In [1]:
import os
import requests
from pprint import pprint
from dotenv import load_dotenv
import nest_asyncio

from llama_index.embeddings.cohere import CohereEmbedding
from llama_index.core import VectorStoreIndex, Document

from llama_index.core import VectorStoreIndex, get_response_synthesizer
from llama_index.core.retrievers import VectorIndexRetriever, SummaryIndexRetriever, TransformRetriever

from llama_index.core.query_engine import RetrieverQueryEngine
from llama_index.core.postprocessor import SimilarityPostprocessor

from llama_parse import LlamaParse
from llama_index.core import SimpleDirectoryReader

load_dotenv()
nest_asyncio.apply()

In [2]:
COHERE_API_KEY = os.environ["COHERE_API_KEY"] 
LLAMA_CLOUD_API_KEY = os.environ["LLAMA_CLOUD_API_KEY"]

doc_name = "Academic-CV-V1.pdf"

### Reading Data

In [3]:
# # random text about books
# books = [
#     "Harry Potter is a series of seven fantasy novels written by British author J. K. Rowling. The novels chronicle the lives of a young wizard, Harry Potter, and his friends Hermione Granger and Ron Weasley, all of whom are students at Hogwarts School of Witchcraft and Wizardry. The books follow Voldemort's rise to power, Harry's struggle against him, and his eventual downfall.",
#     "The Lord of the Rings is an epic high-fantasy novel written by English author and scholar J. R. R. Tolkien. The story began as a sequel to Tolkien's 1937 fantasy novel The Hobbit, but eventually developed into a much larger work. Written in stages between 1937 and 1949, The Lord of the Rings is one of the best-selling books in history, with over 150 million copies sold.",
#     "The Hunger Games is a dystopian novel written by American author Suzanne Collins. It is set in a dark vision of the future, where a totalitarian government, known as the Capitol, exercises full control over the twelve districts of Panem. The novel follows the story of Katniss Everdeen, a sixteen-year-old girl who volunteers to take the place of her younger sister in the annual Hunger Games, a televised competition in which twenty-four children aged twelve to eighteen are chosen at random to fight to the death.",
#     "The Da Vinci Code is a mystery thriller novel by Dan Brown, first published on March 18, 2003. The novel follows the fictional character Robert Langdon, a Harvard University symbologist, who is summoned to the Louvre Museum in Paris to examine a mysterious painting.

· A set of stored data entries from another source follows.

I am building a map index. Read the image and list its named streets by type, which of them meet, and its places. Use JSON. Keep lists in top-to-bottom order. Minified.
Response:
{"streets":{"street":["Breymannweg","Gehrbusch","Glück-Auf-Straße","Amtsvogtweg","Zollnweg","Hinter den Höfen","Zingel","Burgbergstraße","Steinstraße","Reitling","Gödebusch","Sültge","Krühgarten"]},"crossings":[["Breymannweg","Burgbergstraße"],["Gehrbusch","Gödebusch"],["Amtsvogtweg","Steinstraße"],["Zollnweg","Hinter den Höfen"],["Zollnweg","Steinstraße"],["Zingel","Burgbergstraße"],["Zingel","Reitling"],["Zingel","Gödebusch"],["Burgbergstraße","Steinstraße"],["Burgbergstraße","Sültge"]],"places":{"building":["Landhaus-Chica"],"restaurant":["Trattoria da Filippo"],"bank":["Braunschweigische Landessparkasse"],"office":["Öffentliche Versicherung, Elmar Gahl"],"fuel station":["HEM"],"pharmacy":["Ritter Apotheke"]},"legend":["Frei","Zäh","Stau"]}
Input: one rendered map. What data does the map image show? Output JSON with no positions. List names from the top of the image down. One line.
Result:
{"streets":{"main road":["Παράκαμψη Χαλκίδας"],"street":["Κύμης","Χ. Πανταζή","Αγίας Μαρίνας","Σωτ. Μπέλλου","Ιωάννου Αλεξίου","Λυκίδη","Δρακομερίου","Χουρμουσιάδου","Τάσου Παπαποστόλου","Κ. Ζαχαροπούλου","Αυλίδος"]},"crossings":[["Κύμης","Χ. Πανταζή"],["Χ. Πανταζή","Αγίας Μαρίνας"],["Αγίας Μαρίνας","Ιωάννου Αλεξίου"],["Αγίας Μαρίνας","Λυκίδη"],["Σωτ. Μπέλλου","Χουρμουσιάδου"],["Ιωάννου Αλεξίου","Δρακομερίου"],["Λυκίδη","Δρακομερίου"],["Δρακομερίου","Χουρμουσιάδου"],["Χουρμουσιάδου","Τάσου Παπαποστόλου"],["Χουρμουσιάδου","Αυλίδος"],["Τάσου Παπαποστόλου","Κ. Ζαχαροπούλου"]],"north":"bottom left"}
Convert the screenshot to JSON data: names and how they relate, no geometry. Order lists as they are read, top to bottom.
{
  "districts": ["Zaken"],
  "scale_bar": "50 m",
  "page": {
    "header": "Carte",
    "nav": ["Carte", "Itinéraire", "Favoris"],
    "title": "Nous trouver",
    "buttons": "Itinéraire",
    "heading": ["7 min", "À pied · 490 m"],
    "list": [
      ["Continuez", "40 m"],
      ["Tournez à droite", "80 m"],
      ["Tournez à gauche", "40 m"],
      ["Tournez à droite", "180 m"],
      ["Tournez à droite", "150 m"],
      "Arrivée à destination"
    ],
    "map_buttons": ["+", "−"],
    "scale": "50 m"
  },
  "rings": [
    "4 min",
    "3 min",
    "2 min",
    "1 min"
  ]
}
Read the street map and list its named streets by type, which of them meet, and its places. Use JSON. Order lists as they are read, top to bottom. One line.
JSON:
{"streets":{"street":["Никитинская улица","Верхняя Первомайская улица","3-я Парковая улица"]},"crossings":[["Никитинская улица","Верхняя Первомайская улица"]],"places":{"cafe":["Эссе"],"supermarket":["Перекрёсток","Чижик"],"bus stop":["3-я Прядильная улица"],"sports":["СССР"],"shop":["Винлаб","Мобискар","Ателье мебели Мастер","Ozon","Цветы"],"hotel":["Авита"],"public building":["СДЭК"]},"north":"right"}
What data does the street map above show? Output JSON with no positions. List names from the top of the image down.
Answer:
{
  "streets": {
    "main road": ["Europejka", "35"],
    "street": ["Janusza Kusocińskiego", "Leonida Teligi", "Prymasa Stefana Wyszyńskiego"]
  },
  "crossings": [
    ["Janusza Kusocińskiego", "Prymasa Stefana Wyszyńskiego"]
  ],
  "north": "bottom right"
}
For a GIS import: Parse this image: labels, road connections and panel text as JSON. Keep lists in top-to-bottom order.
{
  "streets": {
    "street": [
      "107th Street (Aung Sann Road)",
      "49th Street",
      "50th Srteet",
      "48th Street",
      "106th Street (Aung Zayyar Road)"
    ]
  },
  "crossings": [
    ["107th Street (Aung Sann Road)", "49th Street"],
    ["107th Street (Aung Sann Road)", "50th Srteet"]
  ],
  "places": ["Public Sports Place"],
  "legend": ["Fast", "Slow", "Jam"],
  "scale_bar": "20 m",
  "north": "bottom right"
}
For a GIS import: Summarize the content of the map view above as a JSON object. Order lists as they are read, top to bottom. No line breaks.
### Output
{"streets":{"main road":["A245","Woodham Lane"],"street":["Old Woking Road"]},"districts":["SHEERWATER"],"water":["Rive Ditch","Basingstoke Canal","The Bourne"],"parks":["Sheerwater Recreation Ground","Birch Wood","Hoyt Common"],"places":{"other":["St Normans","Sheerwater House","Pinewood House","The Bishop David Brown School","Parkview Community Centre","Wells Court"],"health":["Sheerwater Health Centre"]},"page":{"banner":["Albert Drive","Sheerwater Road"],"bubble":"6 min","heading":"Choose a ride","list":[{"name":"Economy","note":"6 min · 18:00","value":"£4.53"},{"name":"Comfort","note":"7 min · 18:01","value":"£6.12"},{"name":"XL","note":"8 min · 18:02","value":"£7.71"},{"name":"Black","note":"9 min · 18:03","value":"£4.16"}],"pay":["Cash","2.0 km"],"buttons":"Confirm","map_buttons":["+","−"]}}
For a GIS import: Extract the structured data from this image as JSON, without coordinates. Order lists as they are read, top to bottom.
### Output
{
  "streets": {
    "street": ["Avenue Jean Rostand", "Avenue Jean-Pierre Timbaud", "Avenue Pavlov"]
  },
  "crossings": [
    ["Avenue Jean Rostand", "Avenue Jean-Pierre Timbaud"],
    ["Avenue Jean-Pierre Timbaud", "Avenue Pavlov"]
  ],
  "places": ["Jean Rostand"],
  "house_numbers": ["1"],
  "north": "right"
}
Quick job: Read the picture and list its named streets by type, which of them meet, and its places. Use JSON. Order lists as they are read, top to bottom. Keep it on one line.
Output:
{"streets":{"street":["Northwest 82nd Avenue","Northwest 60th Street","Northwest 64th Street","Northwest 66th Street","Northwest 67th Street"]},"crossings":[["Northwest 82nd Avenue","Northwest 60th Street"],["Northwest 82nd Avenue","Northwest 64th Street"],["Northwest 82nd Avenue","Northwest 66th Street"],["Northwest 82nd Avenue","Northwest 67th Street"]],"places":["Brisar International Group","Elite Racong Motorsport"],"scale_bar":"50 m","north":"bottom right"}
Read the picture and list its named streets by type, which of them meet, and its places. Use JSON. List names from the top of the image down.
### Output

The painting is believed to contain hidden clues about the Holy Grail, which is said to be the chalice used by Jesus Christ at the Last Supper.",
#     "The Alchemist is a novel by Brazilian author Paulo Coelho that was first published in 1988. The story follows the journey of a young Andalusian shepherd boy named Santiago who travels to Egypt in search of a treasure buried in the Pyramids. Along the way, he meets a series of characters who teach him about the world and the nature of his quest. The novel is a philosophical fable about the importance of following one's dreams and the power of the universe to conspire in their fulfillment.",
#     "The Catcher in the Rye is a novel by American author J. D. Salinger, first published in 1951. The story follows the adventures of sixteen-year-old Holden Caulfield, a troubled teenager who has been expelled from his prep school and spends three days wandering around New York City. The novel is known for its exploration of themes such as alienation, disillusionment, and the struggle for self-identity.",
#     "The Great Gatsby is a novel by American author F. Scott Fitzgerald, first published in 1925. The story follows the life of Jay Gatsby, a mysterious millionaire who throws extravagant parties on Long Island, and his relationship with Nick Carraway, a young man from the Midwest who becomes his neighbor. The novel is a critique of the American Dream and the excesses of the Roaring Twenties.",
#     "The Shining is a horror novel by American author Stephen King, first published in 1977. The story follows the life of Jack Torrance, a struggling writer who takes a job as the winter caretaker of the isolated Overlook Hotel in Colorado. Jack and his family, wife Wendy and son Danny, move into the hotel, where they encounter strange occurrences and Jack's descent into madness.",
#     "The Girl with the Dragon Tattoo is a novel by Swedish author Stieg Larsson, first published in 2005. The story follows the investigation of a series of murders by journalist Mikael Blomkvist and computer hacker Lisbeth Salander. The novel is a critique of the Swedish elite and the media, and it explores themes such as corruption, power, and justice.",
#     "The Road is a post-apocalyptic novel by American author Cormac McCarthy, first published in 2006. The story follows the journey of a father and his young son as they travel through a desolate and dangerous landscape. The novel is a meditation on themes such as survival, hope, and the nature of human relationships.",
# ]

# documents = [Document(text=t) for t in books]

In [4]:
# Using LlamParse to parse the PDF. The API key is should be set in the enviorment variablse. 
# check https://docs.cloud.llamaindex.ai/llamaparse/getting_started/python
parser = LlamaParse(
    result_type="text",
)

# use SimpleDirectoryReader to parse our file
file_extractor = {".pdf": parser}
documents = SimpleDirectoryReader(input_files=[f"../data/{doc_name}"], file_extractor=file_extractor).load_data()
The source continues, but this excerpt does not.